Fintech companies, a group that includes companies such as PayPal and Square, initially made their mark introducing disruptive new ways of doing things – such as processing payments or making loans – that directly competed with banks and other traditional financial institutions.
“The large institutions no longer have a stranglehold on everything that happens,” said Jay Bigelow, director of entrepreneurship at CED, a Triangle support group for entrepreneurs. “That sort of disruption has opened the door for a lot of (startups) to come along.”
“The driving force is the breakthrough of different technologies, mobile being one of them,” he added. “The idea that I’m going to securely be able to pay things with my phone is really brand-new territory and has changed the landscape of banking and credit cards and credit processing.”

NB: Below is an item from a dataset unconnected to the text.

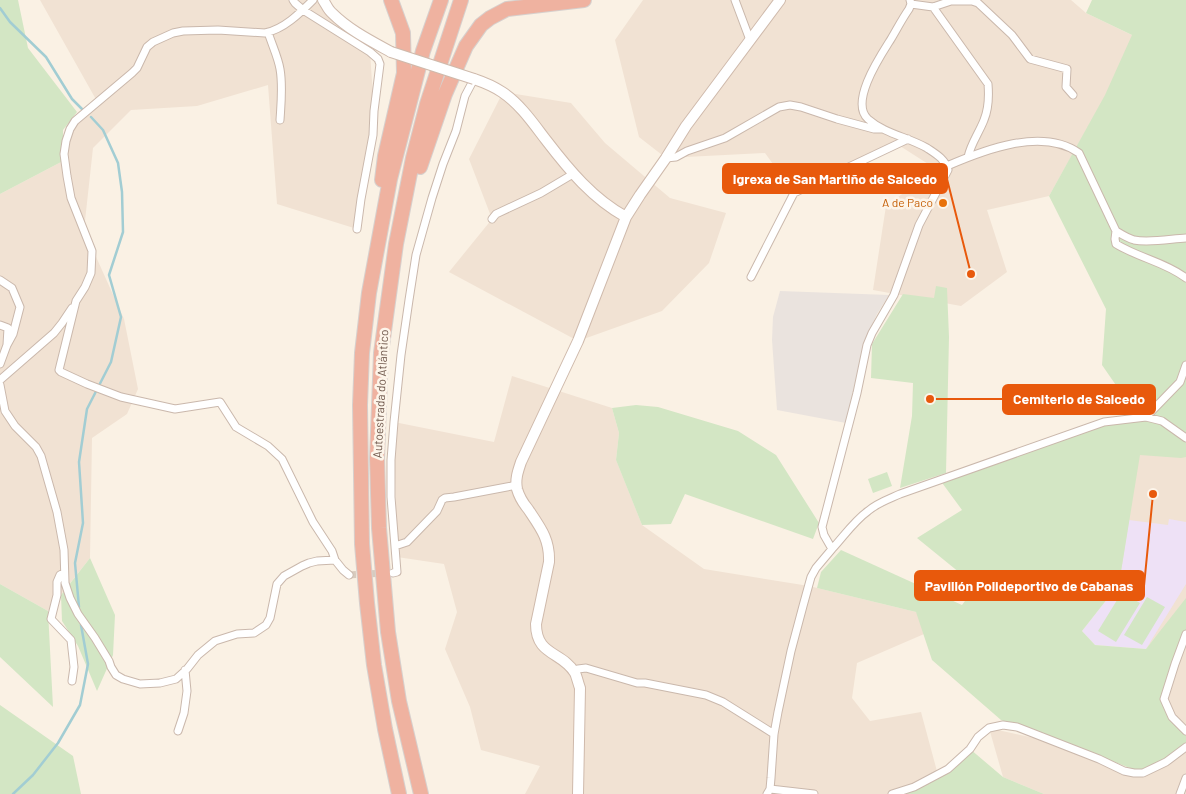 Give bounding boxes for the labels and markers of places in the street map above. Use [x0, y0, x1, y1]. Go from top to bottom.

In recent years, however, a second category of fintech company has emerged – those that are working with banks and other established players.
Michael Lyons, an executive vice president at PNC Bank who is in charge of the company’s fintech efforts, said that major banks have awakened to the challenge of fintech and are ramping up their response.
“That challenge has morphed into opportunity,” he said. PNC has invested in two fintech companies, instituted pilot programs with fintech startups and has teamed up with other large banks to develop a digital person-to-person money transfer service.
CED classifies more than 30 entrepreneurial companies across North Carolina as fintech, with two-thirds of those businesses headquartered in the Triangle.
Dhruv Patel, CED’s director of investor relations, describes the Triangle’s fintech community as nascent.
“These are very early days,” he said.
Durham-based PatientPay provides paperless billing for medical practices and hospitals.
It’s not only a cheaper alternative, providing savings of up to $4 per collected payment for medical practices, but it also triggers significantly faster payment by patients, said co-founder and CEO Tom Furr.
The reason: With PatientPay’s patented technology, the bill issued by the healthcare provider is in synch with what the patients’ health insurer says that the patient owes in out-of-pocket costs, which often isn’t the case with traditional bills. That eliminates the confusion that prompts patients to delay paying their bill while they try to reconcile what they really owe.
“If I can’t understand it, I’m not going to pay it,” said E. Miles Kilburn, founding partner of Mosaik Partners, a San Francisco venture capital firm that has invested in PatientPay.
“What PatientPay has done,” Kilburn added, “is simple and yet is a very, very large advancement in the ability to get people to understand their bills and then pay them.”
Prompt patient payments are more important than ever because of the growing popularity of high-deductible insurance plans under which consumers pay a greater share of medical costs.
“High-deductible plans are the future of healthcare,” Furr said.
PatientPay, which was incorporated in 2008 and released its first product in 2010, has about 100 customers. In addition to working directly with healthcare providers it recently started signing up recovery cycle management companies that handle billing for hospitals, including one that works with about 60 hospitals
PatientPay, which has 15 full-time employees supplemented by 10 contractors, has raised about $9 million from investors to date. Furr anticipates that the company will seek to raise another round of funding amounting to $5 million or more in the fall.